## Your assignment
Pictures in the entries below are to be left out; otherwise, reproduce exactly the lines from the first through the line containing "display:flex; align-items:center; justify-content:space-between;".

## Saved entries
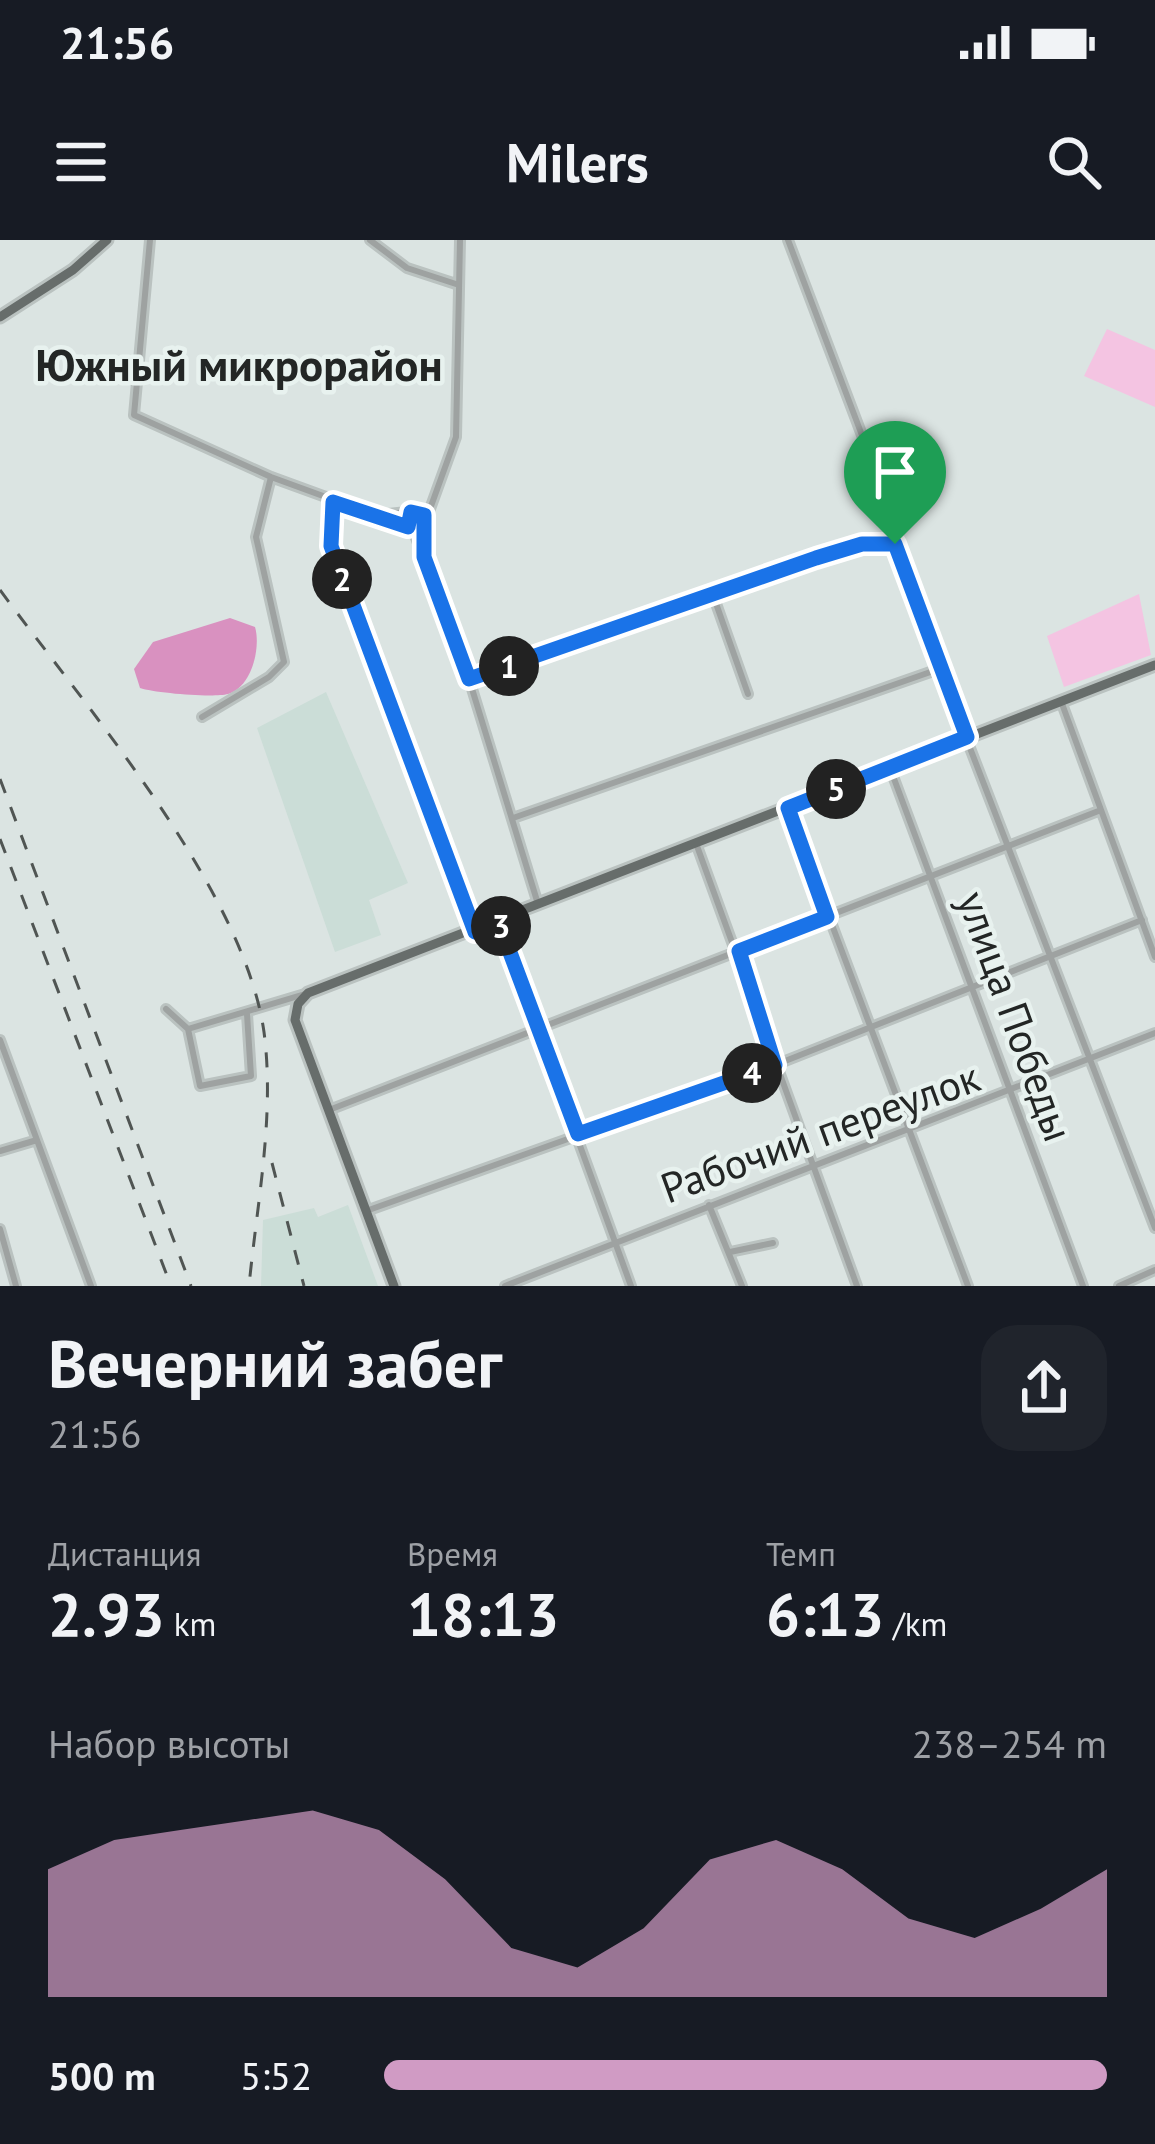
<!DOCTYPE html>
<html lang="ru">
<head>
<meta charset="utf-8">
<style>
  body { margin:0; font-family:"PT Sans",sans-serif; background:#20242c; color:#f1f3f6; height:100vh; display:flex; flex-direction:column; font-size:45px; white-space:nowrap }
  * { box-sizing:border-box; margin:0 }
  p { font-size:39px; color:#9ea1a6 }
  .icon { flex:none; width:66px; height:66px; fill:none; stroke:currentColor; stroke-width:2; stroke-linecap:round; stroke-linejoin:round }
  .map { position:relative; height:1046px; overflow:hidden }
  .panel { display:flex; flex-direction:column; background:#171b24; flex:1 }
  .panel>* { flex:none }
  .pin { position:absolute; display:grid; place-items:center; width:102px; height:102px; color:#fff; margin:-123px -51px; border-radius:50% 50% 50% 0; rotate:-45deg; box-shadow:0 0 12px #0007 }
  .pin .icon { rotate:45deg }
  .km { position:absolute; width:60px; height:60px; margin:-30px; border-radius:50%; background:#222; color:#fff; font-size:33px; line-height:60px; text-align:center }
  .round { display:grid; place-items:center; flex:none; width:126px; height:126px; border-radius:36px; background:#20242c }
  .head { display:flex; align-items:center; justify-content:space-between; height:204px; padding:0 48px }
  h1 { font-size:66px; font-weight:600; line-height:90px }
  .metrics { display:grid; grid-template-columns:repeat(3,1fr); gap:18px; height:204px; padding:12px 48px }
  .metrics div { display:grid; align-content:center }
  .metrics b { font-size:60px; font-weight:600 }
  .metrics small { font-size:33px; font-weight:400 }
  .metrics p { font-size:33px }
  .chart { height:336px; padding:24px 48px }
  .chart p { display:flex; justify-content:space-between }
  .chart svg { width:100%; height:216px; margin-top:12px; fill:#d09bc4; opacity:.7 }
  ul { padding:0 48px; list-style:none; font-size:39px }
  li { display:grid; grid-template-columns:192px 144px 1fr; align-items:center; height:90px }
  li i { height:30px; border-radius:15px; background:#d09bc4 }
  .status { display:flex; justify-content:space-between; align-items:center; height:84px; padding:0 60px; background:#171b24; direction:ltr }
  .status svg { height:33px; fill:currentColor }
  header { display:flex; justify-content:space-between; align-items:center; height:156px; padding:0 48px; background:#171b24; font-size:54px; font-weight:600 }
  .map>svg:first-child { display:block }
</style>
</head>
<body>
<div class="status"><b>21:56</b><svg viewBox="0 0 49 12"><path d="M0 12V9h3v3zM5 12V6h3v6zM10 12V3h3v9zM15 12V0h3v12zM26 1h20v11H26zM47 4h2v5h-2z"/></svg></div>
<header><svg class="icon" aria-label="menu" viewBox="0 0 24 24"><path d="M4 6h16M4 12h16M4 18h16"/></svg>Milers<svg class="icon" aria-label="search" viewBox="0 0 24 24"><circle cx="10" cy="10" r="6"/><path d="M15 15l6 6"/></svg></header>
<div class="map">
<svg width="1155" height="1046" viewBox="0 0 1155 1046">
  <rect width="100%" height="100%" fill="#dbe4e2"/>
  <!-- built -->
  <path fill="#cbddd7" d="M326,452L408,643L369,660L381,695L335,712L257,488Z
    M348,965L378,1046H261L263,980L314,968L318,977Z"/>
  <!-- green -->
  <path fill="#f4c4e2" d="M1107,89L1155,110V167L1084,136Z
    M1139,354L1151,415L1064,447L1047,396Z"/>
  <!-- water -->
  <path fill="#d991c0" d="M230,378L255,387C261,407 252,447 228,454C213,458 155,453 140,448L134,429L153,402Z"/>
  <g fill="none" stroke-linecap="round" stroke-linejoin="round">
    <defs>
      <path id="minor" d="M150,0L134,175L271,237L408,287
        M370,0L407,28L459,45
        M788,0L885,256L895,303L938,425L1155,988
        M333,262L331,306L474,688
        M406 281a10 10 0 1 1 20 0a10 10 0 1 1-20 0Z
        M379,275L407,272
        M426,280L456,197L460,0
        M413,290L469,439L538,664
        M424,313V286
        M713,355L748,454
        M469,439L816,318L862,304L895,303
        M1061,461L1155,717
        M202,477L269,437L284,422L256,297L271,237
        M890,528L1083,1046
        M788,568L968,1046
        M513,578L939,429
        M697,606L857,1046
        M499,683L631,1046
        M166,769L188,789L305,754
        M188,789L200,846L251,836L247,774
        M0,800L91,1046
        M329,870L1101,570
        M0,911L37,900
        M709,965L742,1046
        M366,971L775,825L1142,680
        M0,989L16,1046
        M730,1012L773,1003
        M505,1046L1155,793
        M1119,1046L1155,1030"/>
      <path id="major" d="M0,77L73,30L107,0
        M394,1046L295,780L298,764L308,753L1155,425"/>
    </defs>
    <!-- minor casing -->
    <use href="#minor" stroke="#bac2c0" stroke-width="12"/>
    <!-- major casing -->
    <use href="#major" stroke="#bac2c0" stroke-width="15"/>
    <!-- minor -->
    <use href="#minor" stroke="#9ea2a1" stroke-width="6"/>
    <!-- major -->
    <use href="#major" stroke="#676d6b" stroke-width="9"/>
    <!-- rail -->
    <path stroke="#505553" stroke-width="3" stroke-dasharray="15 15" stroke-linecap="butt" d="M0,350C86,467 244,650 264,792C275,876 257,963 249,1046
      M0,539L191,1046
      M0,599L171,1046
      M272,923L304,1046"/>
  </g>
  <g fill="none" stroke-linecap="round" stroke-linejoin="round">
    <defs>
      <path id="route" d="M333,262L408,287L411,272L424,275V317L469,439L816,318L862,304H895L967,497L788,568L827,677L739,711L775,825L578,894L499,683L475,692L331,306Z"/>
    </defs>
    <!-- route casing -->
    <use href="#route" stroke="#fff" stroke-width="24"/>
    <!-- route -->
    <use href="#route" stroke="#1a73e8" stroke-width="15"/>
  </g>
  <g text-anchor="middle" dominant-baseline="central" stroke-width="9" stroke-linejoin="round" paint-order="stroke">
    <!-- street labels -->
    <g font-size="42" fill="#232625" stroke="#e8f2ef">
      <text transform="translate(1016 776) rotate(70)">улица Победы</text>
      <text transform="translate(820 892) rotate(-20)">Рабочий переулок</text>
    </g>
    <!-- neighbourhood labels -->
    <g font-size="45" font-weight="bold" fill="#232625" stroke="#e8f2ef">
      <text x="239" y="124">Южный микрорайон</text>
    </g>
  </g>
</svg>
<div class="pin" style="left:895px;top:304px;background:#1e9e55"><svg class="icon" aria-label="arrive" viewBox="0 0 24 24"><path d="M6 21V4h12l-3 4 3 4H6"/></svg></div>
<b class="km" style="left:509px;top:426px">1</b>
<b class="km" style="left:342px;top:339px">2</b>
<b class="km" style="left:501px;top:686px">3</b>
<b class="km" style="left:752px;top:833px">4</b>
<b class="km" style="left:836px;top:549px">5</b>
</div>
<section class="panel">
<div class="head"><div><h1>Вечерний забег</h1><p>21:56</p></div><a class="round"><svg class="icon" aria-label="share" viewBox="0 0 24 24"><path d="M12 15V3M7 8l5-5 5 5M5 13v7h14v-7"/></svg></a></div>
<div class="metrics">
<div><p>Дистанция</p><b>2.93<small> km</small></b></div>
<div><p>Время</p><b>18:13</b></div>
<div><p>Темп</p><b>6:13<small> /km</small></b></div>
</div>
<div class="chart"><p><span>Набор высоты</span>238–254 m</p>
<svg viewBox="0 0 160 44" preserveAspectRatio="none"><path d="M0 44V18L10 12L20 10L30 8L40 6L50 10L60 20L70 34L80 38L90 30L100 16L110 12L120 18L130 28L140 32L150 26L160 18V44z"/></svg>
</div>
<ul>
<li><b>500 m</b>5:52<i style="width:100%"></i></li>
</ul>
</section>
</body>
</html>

## Answer to the problem
<!DOCTYPE html>
<html lang="ru">
<head>
<meta charset="utf-8">
<style>
  body { margin:0; font-family:"PT Sans",sans-serif; background:#20242c; color:#f1f3f6; height:100vh; display:flex; flex-direction:column; font-size:45px; white-space:nowrap }
  * { box-sizing:border-box; margin:0 }
  p { font-size:39px; color:#9ea1a6 }
  .icon { flex:none; width:66px; height:66px; fill:none; stroke:currentColor; stroke-width:2; stroke-linecap:round; stroke-linejoin:round }
  .map { position:relative; height:1046px; overflow:hidden }
  .panel { display:flex; flex-direction:column; background:#171b24; flex:1 }
  .panel>* { flex:none }
  .pin { position:absolute; display:grid; place-items:center; width:102px; height:102px; color:#fff; margin:-123px -51px; border-radius:50% 50% 50% 0; rotate:-45deg; box-shadow:0 0 12px #0007 }
  .pin .icon { rotate:45deg }
  .km { position:absolute; width:60px; height:60px; margin:-30px; border-radius:50%; background:#222; color:#fff; font-size:33px; line-height:60px; text-align:center }
  .round { display:grid; place-items:center; flex:none; width:126px; height:126px; border-radius:36px; background:#20242c }
  .head { display:flex; align-items:center; justify-content:space-between; height:204px; padding:0 48px }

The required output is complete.